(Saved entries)
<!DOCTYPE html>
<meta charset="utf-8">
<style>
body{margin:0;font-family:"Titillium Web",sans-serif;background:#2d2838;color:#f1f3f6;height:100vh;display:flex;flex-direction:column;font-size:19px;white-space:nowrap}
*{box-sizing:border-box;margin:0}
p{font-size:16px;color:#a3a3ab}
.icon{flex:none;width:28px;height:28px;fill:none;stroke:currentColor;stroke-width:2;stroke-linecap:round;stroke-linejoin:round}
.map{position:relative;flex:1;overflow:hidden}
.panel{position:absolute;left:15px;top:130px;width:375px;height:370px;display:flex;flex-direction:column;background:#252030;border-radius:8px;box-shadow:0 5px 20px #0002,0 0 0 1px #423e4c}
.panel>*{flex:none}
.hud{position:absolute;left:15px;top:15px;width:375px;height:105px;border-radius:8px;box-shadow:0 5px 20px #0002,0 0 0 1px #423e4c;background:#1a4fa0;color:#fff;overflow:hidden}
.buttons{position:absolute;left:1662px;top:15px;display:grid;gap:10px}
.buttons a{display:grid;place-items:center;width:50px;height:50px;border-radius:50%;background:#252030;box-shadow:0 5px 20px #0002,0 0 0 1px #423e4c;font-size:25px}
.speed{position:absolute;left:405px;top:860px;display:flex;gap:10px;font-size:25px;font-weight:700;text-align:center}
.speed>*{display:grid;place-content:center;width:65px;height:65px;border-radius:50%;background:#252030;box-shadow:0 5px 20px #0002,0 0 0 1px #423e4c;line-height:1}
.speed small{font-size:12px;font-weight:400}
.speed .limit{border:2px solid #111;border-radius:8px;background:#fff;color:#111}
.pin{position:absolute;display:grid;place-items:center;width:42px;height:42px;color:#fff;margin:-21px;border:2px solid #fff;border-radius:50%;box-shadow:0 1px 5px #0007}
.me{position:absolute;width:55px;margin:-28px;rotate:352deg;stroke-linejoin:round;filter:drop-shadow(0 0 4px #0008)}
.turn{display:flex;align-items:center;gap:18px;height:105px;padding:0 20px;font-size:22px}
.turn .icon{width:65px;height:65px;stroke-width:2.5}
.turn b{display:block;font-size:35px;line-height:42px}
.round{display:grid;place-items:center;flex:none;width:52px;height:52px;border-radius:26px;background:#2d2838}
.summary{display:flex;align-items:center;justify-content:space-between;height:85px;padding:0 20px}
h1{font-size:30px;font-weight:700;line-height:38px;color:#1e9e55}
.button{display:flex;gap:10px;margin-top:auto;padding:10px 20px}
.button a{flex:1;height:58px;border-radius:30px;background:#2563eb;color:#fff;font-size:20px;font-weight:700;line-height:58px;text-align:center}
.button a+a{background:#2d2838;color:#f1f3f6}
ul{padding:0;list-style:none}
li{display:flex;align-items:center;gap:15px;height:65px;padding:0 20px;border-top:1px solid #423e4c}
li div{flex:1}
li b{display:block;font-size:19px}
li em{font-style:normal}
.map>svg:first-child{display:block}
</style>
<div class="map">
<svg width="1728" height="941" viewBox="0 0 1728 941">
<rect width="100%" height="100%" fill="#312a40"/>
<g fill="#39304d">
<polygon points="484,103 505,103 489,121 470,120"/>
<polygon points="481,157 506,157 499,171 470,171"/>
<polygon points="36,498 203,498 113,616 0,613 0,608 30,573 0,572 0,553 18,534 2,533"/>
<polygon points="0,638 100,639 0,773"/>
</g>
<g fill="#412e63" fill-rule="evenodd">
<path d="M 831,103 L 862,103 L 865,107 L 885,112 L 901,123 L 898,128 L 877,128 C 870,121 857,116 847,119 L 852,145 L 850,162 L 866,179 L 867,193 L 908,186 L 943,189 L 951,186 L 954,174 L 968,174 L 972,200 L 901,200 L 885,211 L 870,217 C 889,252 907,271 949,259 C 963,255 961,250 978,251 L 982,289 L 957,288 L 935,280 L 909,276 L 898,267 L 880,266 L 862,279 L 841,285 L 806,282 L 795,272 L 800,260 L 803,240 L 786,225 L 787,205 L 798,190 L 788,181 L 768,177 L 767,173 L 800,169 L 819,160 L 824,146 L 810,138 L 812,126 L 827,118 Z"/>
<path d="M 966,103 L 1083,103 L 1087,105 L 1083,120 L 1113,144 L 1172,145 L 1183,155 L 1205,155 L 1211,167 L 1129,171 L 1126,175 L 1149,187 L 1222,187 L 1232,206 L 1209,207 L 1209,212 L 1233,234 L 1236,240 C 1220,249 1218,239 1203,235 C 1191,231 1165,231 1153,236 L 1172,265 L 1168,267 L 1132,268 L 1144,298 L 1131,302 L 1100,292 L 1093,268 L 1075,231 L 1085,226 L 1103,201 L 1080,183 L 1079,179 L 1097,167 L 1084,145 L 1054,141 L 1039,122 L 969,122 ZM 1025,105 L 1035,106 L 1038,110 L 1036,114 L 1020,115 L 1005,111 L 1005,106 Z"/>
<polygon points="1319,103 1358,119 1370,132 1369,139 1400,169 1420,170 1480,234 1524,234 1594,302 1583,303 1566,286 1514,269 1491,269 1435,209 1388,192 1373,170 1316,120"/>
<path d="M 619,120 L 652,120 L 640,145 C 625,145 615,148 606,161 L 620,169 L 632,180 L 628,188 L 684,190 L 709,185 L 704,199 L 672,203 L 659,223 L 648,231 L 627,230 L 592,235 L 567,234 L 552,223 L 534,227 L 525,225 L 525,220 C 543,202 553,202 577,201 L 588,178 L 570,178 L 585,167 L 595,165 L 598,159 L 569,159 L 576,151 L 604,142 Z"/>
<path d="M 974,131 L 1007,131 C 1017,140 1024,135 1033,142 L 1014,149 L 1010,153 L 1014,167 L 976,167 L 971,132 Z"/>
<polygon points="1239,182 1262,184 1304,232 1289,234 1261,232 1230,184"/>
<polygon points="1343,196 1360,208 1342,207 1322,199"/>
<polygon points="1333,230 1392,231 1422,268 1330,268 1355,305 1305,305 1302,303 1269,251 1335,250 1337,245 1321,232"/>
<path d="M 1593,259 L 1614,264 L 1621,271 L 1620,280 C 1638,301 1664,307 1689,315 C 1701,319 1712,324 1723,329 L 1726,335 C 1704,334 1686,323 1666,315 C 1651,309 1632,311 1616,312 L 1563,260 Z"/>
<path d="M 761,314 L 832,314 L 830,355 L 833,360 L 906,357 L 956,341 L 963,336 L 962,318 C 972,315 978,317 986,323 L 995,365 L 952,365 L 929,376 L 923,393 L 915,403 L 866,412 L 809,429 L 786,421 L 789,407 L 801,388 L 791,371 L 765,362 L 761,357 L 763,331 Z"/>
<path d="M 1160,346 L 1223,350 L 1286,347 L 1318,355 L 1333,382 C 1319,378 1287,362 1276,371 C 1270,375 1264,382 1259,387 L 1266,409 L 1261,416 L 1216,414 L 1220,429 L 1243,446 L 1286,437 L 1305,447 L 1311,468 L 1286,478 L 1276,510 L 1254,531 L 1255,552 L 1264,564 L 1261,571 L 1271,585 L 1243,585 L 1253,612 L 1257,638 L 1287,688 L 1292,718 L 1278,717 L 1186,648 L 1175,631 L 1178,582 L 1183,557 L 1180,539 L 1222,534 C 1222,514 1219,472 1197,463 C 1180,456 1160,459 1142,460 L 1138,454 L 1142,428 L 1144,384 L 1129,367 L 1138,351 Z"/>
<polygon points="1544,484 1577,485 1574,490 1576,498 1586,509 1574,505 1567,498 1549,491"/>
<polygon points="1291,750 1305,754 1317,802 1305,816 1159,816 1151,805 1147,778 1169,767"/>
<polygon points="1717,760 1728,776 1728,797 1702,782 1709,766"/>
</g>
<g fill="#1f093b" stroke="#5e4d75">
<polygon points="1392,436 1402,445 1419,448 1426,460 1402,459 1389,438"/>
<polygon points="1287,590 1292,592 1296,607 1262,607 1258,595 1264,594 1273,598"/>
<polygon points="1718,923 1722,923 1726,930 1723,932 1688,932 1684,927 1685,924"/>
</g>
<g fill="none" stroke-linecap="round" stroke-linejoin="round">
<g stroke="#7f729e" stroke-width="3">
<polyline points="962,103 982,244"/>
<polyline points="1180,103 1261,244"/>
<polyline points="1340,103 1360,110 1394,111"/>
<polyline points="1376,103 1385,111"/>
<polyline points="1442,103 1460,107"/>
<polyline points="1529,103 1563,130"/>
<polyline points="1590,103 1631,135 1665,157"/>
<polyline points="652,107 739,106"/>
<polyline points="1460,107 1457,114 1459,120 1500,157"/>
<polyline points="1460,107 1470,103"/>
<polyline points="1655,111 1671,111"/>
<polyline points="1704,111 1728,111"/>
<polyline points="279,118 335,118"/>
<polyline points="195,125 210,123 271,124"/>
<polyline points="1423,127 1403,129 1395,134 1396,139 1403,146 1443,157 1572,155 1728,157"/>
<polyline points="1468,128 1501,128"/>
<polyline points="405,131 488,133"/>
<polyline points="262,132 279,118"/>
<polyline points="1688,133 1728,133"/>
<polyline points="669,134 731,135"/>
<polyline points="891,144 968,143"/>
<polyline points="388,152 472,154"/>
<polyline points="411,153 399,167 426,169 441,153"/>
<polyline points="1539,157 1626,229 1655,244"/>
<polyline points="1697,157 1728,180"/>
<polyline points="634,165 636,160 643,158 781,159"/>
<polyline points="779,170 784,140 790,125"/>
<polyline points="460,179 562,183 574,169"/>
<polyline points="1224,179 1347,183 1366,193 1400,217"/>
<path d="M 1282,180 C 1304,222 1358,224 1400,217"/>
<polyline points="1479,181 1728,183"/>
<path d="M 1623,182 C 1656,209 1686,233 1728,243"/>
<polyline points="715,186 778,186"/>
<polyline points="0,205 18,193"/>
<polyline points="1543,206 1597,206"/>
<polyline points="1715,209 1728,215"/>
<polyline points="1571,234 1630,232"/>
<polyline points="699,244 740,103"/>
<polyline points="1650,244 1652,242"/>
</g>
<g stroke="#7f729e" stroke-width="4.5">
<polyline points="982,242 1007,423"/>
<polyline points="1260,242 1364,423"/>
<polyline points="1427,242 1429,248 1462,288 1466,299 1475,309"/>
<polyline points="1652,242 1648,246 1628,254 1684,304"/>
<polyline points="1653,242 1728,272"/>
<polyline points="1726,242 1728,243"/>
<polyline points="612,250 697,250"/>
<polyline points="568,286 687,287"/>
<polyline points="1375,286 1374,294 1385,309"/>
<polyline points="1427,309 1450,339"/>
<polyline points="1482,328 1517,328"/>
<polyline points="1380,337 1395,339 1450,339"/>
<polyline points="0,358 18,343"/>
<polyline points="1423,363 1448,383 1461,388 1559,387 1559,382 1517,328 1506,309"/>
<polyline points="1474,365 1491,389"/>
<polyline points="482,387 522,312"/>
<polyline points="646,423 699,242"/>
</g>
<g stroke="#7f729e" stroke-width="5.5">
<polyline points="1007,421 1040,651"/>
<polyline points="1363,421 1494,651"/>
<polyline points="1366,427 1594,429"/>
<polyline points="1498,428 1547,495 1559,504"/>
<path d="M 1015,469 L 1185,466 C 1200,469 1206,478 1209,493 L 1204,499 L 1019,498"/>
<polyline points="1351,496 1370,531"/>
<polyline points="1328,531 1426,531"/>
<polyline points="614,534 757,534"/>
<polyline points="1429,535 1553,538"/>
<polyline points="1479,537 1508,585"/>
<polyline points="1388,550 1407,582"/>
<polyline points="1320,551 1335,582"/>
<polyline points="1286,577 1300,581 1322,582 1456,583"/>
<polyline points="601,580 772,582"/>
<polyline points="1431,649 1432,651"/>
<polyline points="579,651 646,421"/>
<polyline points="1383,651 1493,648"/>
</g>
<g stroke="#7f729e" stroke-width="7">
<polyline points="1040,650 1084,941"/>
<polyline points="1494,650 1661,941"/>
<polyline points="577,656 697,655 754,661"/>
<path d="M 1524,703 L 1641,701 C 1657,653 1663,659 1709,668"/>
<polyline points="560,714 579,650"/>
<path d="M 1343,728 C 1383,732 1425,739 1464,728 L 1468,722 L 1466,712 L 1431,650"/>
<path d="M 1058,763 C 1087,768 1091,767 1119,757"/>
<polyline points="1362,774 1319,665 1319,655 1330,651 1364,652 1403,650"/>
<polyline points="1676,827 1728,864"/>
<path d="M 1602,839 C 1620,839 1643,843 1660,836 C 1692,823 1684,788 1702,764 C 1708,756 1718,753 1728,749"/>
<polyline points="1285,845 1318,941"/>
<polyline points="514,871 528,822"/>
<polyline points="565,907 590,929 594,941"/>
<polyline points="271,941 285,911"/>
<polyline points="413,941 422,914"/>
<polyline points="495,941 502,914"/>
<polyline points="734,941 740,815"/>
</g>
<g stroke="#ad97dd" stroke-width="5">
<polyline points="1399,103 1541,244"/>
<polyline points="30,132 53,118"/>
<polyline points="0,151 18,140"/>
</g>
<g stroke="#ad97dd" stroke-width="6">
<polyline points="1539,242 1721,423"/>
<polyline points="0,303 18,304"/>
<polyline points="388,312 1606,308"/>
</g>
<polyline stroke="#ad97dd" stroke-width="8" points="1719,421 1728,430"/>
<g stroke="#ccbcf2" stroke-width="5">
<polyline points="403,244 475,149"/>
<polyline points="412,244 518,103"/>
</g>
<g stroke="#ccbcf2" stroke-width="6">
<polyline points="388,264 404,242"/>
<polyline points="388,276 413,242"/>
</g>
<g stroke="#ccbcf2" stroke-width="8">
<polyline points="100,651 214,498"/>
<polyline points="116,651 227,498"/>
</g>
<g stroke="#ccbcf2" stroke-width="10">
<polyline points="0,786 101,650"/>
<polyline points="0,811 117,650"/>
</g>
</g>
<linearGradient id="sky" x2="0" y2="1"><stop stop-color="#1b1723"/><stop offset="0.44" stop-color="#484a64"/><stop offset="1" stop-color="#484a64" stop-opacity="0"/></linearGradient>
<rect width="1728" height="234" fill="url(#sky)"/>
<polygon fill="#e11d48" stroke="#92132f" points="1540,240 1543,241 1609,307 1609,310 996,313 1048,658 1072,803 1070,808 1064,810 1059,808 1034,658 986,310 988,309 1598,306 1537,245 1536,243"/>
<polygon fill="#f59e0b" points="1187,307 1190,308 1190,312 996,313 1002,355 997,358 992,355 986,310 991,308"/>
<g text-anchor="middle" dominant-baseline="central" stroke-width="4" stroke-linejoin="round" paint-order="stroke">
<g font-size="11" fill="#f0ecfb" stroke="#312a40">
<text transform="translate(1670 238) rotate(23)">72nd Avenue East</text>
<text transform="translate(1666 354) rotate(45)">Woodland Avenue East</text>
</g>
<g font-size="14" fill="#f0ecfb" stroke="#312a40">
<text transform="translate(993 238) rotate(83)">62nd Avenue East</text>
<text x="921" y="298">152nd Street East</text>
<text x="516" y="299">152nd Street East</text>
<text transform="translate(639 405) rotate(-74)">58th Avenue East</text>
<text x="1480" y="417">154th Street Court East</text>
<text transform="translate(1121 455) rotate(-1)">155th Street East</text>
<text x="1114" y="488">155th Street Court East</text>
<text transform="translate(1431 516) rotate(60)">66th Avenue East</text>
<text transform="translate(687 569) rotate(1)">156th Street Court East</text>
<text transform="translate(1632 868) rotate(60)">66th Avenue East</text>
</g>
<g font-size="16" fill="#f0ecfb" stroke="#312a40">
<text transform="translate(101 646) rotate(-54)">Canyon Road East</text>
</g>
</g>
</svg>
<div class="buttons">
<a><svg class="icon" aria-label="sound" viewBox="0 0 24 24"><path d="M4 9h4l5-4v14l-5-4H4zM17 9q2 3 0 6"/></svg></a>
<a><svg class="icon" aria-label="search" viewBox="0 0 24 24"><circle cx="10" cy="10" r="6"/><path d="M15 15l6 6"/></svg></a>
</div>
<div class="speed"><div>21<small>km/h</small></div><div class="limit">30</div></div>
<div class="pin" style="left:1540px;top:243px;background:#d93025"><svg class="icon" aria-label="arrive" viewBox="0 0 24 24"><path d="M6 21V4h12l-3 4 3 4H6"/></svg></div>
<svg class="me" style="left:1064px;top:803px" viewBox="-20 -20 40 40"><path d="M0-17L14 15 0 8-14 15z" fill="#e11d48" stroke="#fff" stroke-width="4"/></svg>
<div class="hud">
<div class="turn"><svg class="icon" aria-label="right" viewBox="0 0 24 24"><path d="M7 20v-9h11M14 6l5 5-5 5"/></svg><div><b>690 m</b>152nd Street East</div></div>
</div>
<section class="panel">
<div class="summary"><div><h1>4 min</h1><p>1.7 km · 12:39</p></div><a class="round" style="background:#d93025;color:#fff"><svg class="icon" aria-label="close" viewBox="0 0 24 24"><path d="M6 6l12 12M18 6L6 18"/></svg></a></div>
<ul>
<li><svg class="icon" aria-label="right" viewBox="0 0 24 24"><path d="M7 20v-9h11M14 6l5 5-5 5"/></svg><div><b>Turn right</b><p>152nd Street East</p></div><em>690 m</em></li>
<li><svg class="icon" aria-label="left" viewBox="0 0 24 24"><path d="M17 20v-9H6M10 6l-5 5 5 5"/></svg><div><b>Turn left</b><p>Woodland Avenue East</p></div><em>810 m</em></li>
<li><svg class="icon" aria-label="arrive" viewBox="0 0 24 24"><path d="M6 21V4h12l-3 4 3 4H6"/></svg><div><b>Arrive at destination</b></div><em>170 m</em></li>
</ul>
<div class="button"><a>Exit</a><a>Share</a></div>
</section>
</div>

Activity: Among the lines of the data above, some may hold the word "transform"; report how many, as a single number.

The completed task: 9